Reputation: 3497
I want to understand the performance issues that can emerge while making substring search in Java. I know the two built-in methods of searching for substring in Java.
1. String.indexOf()
As far as I understand this method uses the brute-force algorithm of substring search, thus its complexity is O(nm) where n and m are lengths of string and pattern.
2. Use Pattern and Matcher
I know nothing about how the regex algorithms are implemented and about their complexity.
So the questions are:
1) Which of these methods is preferrable from the perspective of performance?
2) What is the complexity of regex search? Does it depends on the regex itself?
Upvotes: 1
Views: 1514
Reputation: 14225
Honestly, if you care about worst-case performance, JNI into native code that calls your standard library's strstr
function. Well-implemented strstr
, like the one in recent versions of glibc, has linear worst-case running time and constant worst-case space usage. I believe glibc's strstr
can do Boyer-Moore-like long jumps through the text, too. C standard libraries are maintained by people who know how to write and maintain good and general-purpose libraries and practise their craft. The same cannot be said for the Java standard class library.

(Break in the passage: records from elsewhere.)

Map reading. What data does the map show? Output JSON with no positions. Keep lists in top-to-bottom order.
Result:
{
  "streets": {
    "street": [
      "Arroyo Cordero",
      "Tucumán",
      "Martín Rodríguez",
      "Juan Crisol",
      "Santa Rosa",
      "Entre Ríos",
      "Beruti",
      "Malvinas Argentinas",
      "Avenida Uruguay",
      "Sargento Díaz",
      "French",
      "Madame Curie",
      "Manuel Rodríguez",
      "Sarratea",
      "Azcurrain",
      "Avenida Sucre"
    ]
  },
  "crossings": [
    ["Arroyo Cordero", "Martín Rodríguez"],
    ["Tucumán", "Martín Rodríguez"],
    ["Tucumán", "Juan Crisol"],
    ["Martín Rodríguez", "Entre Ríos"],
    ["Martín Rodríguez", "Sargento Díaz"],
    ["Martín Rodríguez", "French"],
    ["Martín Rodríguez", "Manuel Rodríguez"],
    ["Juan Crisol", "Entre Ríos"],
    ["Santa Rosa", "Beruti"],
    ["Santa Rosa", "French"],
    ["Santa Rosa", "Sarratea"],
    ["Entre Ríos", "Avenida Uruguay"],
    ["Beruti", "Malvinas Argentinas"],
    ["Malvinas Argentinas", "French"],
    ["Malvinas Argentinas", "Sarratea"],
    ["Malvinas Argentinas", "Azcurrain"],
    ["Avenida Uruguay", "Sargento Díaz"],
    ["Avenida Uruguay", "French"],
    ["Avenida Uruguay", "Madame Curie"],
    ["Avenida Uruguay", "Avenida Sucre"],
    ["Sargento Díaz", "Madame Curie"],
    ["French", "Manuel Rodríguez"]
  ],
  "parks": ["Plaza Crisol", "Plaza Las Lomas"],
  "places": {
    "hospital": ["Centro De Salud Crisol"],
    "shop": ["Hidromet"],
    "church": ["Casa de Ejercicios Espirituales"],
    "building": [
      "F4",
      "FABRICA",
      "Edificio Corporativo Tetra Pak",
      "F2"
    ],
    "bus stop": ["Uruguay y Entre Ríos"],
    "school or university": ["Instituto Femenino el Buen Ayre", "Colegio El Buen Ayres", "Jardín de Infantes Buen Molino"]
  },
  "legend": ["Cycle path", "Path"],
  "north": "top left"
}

You will have to turn a Java UTF-16 string into something suitable for strstr
, such as a UTF-8 string. You will also have to handle embedded zero bytes in the UTF-8 string gracefully. Other than that, you will reap the benefits of a well-written and well-maintained library.
Java does regex searches (for this particular case) using a Boyer-Moore string search hacked into a naive regex implementation. Compiling a Pattern
with just your string will result in a Matcher
that performs relatively well. Note, however, that this does NOT extend to anything beyond string searching with the regex library; you're still stuck with a naive regex implementation that backtracks and all if you feed it a nontrivial regular expression.
As evidence for why you shouldn't use Java regex for actual regexes, I present you the following:
public class regex {
public static void main(String[] args) throws Exception {
String haystack = "ab";
String needle = "abab?.*";
for (int i = 0; i < 7; i++) haystack = haystack + haystack;
for (int i = 0; i < 4; i++) needle = needle + needle;
System.out.println(haystack.length() + " " + needle.length());
long before = System.currentTimeMillis();
System.out.println(Pattern.matches(needle, haystack));
long after = System.currentTimeMillis(); // long after indeed...
System.out.println(after - before);
}
}
This is a search in a 256-character haystack for a needle regex (that's an honest regex that you learnt about in compilers class) of 112 characters. It takes about 24 seconds to complete on my machine.
Upvotes: 1